THUNDER BAY — The trial of a man who threw a trailer hitch at an Indigenous woman will hinge on the question of whether evidence proves that his actions contributed to her death, a court in Thunder Bay, Ont., heard Monday.
Brayden Bushby, 21, is charged with manslaughter and aggravated assault in the death of 34-year-old Barbara Kentner five months after she was injured in the January 2017 incident.
Bushby’s lawyer said his client was pleading guilty to assault, but not guilty to manslaughter.
The first day of the trial heard testimony from Melissa Kentner, who was walking with her sister Barbara in the early morning of Jan. 29, 2017 when the assault happened.

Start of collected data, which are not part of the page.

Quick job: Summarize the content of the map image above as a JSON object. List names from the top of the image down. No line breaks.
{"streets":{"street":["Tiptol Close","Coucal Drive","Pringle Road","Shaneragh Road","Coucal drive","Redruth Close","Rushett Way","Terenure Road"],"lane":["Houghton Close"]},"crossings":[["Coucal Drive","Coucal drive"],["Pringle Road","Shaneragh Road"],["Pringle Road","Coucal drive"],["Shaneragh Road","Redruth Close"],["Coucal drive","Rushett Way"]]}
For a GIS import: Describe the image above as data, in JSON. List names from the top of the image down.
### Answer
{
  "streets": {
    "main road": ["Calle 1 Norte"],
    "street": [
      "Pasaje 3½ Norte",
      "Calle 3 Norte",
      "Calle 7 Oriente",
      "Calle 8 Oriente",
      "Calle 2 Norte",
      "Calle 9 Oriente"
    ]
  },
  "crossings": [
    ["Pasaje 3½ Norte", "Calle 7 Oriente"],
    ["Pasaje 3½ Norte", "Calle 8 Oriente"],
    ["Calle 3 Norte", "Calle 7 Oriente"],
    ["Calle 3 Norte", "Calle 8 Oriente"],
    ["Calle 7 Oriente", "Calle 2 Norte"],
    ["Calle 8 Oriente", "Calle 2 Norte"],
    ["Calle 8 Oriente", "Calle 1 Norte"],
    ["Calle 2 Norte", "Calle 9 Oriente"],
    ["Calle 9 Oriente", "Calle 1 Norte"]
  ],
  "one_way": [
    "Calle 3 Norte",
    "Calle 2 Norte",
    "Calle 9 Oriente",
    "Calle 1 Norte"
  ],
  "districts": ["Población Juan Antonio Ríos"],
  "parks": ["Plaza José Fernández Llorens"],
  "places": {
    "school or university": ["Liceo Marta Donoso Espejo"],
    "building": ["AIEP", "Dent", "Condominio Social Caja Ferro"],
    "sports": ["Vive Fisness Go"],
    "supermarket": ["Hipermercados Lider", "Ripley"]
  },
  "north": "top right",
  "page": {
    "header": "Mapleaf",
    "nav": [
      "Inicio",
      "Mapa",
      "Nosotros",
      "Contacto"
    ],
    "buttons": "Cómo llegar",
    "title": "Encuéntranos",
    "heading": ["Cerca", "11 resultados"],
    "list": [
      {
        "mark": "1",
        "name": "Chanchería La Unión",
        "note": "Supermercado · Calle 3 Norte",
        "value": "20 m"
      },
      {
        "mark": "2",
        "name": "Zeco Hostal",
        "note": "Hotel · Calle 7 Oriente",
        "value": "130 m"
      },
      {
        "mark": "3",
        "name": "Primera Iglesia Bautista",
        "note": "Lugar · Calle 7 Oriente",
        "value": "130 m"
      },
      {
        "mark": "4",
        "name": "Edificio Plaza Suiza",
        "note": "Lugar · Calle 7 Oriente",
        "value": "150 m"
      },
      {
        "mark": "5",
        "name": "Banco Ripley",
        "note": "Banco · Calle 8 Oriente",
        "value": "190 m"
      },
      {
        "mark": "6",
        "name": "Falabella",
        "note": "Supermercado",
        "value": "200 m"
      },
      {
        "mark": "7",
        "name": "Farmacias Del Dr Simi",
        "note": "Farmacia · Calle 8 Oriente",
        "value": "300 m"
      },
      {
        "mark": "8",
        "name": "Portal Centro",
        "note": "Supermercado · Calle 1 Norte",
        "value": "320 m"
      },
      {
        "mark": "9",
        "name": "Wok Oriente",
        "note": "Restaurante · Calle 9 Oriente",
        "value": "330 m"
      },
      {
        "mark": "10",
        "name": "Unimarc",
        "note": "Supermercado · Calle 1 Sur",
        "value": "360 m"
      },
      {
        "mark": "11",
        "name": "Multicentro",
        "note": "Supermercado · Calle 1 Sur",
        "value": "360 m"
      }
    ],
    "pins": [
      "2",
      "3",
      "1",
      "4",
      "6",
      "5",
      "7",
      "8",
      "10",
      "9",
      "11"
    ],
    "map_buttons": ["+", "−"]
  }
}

The court also heard from Barbara Kentner herself. She described being hit in the stomach with the trailer hitch in a recorded video of a sworn statement she gave to police before she died.
“I couldn’t breathe, fell to my knees and I looked at the car and I (saw) some guy put his head out of the window say, ‘Yeah, I got one of them,’ and they sped off,” Barbara said in the video.
She described the pain after being struck, saying she couldn’t breathe or sleep and could barely walk before she went to the hospital and learned the extent of her injuries.
Melissa Kentner also recounted the attack, testifying on Monday that she didn’t see her sister being struck, but saw someone hanging out of the vehicle say, “I got one of them.”
Crown attorney Andrew Sadler began his opening statement referencing those remarks by Bushby.
Sadler said the court will hear testimony from witnesses and a medical expert that will prove that even though Kentner had underlying health conditions, the injuries from Bushby’s attack contributed to her death on July 4, 2017.
“The Crown must not prove that being struck with the trailer hitch was the primary cause of Barbara Kentner’s death,” a copy of Sadler’s opening statement said. “Hastening death is enough. We must only prove that being struck with the trailer hitch was a contributing factor.”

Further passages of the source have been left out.